→ **GIVEN RECORDS**:
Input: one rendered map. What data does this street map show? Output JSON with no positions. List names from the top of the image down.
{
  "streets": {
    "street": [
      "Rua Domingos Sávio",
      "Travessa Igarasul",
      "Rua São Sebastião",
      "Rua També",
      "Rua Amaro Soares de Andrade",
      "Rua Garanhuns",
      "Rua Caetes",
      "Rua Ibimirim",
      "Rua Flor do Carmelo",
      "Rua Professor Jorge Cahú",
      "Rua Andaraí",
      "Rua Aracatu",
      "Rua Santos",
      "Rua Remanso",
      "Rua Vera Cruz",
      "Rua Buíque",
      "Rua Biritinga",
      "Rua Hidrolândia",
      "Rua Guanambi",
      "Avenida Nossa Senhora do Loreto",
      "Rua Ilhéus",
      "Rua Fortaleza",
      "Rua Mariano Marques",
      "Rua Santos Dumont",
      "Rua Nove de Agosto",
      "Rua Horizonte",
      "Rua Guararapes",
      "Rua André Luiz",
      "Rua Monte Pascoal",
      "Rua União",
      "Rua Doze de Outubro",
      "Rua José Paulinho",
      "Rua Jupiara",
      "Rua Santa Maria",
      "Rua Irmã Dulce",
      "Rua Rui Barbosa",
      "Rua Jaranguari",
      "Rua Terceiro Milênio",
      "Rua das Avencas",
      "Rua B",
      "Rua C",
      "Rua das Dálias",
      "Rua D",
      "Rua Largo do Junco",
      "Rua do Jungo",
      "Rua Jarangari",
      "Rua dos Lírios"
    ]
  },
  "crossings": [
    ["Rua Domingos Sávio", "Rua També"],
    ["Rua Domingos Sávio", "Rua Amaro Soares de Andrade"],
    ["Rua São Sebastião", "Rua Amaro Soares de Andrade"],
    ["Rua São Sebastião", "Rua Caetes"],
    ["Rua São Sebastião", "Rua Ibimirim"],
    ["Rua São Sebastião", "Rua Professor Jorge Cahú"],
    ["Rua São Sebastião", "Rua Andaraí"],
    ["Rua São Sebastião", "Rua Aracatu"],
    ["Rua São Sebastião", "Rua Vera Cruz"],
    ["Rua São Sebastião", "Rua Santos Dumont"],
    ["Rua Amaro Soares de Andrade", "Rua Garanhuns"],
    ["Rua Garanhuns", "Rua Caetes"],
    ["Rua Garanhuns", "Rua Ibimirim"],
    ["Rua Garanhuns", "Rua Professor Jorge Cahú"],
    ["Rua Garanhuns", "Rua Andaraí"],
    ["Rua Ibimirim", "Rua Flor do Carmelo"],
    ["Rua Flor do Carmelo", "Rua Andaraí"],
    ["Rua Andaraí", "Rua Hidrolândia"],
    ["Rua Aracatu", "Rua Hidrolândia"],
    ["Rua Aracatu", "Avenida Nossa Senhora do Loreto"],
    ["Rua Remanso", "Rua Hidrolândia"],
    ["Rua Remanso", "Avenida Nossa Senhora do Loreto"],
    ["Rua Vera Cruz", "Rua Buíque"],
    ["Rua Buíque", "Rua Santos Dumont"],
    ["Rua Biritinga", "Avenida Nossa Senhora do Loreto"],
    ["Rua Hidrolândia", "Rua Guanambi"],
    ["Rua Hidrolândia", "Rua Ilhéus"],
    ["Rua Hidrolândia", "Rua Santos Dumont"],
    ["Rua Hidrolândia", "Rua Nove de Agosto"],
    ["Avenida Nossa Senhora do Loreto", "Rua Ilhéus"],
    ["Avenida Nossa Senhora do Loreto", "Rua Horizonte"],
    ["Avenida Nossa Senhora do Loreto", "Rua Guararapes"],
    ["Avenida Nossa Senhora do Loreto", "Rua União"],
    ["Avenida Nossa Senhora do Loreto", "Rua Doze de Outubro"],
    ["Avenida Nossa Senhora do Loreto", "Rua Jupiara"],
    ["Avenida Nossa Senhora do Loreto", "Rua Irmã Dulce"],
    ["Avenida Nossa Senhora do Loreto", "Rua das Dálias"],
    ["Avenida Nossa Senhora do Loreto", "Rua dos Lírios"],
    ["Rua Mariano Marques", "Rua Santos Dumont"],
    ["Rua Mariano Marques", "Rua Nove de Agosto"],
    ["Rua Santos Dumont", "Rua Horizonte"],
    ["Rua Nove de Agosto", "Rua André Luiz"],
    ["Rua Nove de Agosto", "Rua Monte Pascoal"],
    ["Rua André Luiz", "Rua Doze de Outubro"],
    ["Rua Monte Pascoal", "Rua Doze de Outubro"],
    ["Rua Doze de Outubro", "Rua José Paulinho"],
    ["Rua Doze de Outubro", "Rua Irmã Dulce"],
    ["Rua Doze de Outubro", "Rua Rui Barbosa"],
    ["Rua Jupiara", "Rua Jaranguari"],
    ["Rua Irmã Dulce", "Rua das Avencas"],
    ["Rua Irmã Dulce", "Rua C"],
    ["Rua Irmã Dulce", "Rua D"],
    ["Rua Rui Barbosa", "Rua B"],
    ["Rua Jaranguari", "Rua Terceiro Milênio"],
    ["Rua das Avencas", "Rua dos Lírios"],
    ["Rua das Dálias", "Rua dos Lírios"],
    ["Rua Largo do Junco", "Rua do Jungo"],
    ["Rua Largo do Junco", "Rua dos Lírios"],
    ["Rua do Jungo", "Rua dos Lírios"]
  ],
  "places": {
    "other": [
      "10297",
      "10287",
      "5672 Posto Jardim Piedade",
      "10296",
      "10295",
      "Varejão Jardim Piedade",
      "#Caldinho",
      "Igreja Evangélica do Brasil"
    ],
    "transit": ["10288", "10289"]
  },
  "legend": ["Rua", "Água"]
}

→ **WHAT IS REQUIRED**:
Return the records above verbatim, in their entirety.

→ **SOLUTION**:
Input: one rendered map. What data does this street map show? Output JSON with no positions. List names from the top of the image down.
{
  "streets": {
    "street": [
      "Rua Domingos Sávio",
      "Travessa Igarasul",
      "Rua São Sebastião",
      "Rua També",
      "Rua Amaro Soares de Andrade",
      "Rua Garanhuns",
      "Rua Caetes",
      "Rua Ibimirim",
      "Rua Flor do Carmelo",
      "Rua Professor Jorge Cahú",
      "Rua Andaraí",
      "Rua Aracatu",
      "Rua Santos",
      "Rua Remanso",
      "Rua Vera Cruz",
      "Rua Buíque",
      "Rua Biritinga",
      "Rua Hidrolândia",
      "Rua Guanambi",
      "Avenida Nossa Senhora do Loreto",
      "Rua Ilhéus",
      "Rua Fortaleza",
      "Rua Mariano Marques",
      "Rua Santos Dumont",
      "Rua Nove de Agosto",
      "Rua Horizonte",
      "Rua Guararapes",
      "Rua André Luiz",
      "Rua Monte Pascoal",
      "Rua União",
      "Rua Doze de Outubro",
      "Rua José Paulinho",
      "Rua Jupiara",
      "Rua Santa Maria",
      "Rua Irmã Dulce",
      "Rua Rui Barbosa",
      "Rua Jaranguari",
      "Rua Terceiro Milênio",
      "Rua das Avencas",
      "Rua B",
      "Rua C",
      "Rua das Dálias",
      "Rua D",
      "Rua Largo do Junco",
      "Rua do Jungo",
      "Rua Jarangari",
      "Rua dos Lírios"
    ]
  },
  "crossings": [
    ["Rua Domingos Sávio", "Rua També"],
    ["Rua Domingos Sávio", "Rua Amaro Soares de Andrade"],
    ["Rua São Sebastião", "Rua Amaro Soares de Andrade"],
    ["Rua São Sebastião", "Rua Caetes"],
    ["Rua São Sebastião", "Rua Ibimirim"],
    ["Rua São Sebastião", "Rua Professor Jorge Cahú"],
    ["Rua São Sebastião", "Rua Andaraí"],
    ["Rua São Sebastião", "Rua Aracatu"],
    ["Rua São Sebastião", "Rua Vera Cruz"],
    ["Rua São Sebastião", "Rua Santos Dumont"],
    ["Rua Amaro Soares de Andrade", "Rua Garanhuns"],
    ["Rua Garanhuns", "Rua Caetes"],
    ["Rua Garanhuns", "Rua Ibimirim"],
    ["Rua Garanhuns", "Rua Professor Jorge Cahú"],
    ["Rua Garanhuns", "Rua Andaraí"],
    ["Rua Ibimirim", "Rua Flor do Carmelo"],
    ["Rua Flor do Carmelo", "Rua Andaraí"],
    ["Rua Andaraí", "Rua Hidrolândia"],
    ["Rua Aracatu", "Rua Hidrolândia"],
    ["Rua Aracatu", "Avenida Nossa Senhora do Loreto"],
    ["Rua Remanso", "Rua Hidrolândia"],
    ["Rua Remanso", "Avenida Nossa Senhora do Loreto"],
    ["Rua Vera Cruz", "Rua Buíque"],
    ["Rua Buíque", "Rua Santos Dumont"],
    ["Rua Biritinga", "Avenida Nossa Senhora do Loreto"],
    ["Rua Hidrolândia", "Rua Guanambi"],
    ["Rua Hidrolândia", "Rua Ilhéus"],
    ["Rua Hidrolândia", "Rua Santos Dumont"],
    ["Rua Hidrolândia", "Rua Nove de Agosto"],
    ["Avenida Nossa Senhora do Loreto", "Rua Ilhéus"],
    ["Avenida Nossa Senhora do Loreto", "Rua Horizonte"],
    ["Avenida Nossa Senhora do Loreto", "Rua Guararapes"],
    ["Avenida Nossa Senhora do Loreto", "Rua União"],
    ["Avenida Nossa Senhora do Loreto", "Rua Doze de Outubro"],
    ["Avenida Nossa Senhora do Loreto", "Rua Jupiara"],
    ["Avenida Nossa Senhora do Loreto", "Rua Irmã Dulce"],
    ["Avenida Nossa Senhora do Loreto", "Rua das Dálias"],
    ["Avenida Nossa Senhora do Loreto", "Rua dos Lírios"],
    ["Rua Mariano Marques", "Rua Santos Dumont"],
    ["Rua Mariano Marques", "Rua Nove de Agosto"],
    ["Rua Santos Dumont", "Rua Horizonte"],
    ["Rua Nove de Agosto", "Rua André Luiz"],
    ["Rua Nove de Agosto", "Rua Monte Pascoal"],
    ["Rua André Luiz", "Rua Doze de Outubro"],
    ["Rua Monte Pascoal", "Rua Doze de Outubro"],
    ["Rua Doze de Outubro", "Rua José Paulinho"],
    ["Rua Doze de Outubro", "Rua Irmã Dulce"],
    ["Rua Doze de Outubro", "Rua Rui Barbosa"],
    ["Rua Jupiara", "Rua Jaranguari"],
    ["Rua Irmã Dulce", "Rua das Avencas"],
    ["Rua Irmã Dulce", "Rua C"],
    ["Rua Irmã Dulce", "Rua D"],
    ["Rua Rui Barbosa", "Rua B"],
    ["Rua Jaranguari", "Rua Terceiro Milênio"],
    ["Rua das Avencas", "Rua dos Lírios"],
    ["Rua das Dálias", "Rua dos Lírios"],
    ["Rua Largo do Junco", "Rua do Jungo"],
    ["Rua Largo do Junco", "Rua dos Lírios"],
    ["Rua do Jungo", "Rua dos Lírios"]
  ],
  "places": {
    "other": [
      "10297",
      "10287",
      "5672 Posto Jardim Piedade",
      "10296",
      "10295",
      "Varejão Jardim Piedade",
      "#Caldinho",
      "Igreja Evangélica do Brasil"
    ],
    "transit": ["10288", "10289"]
  },
  "legend": ["Rua", "Água"]
}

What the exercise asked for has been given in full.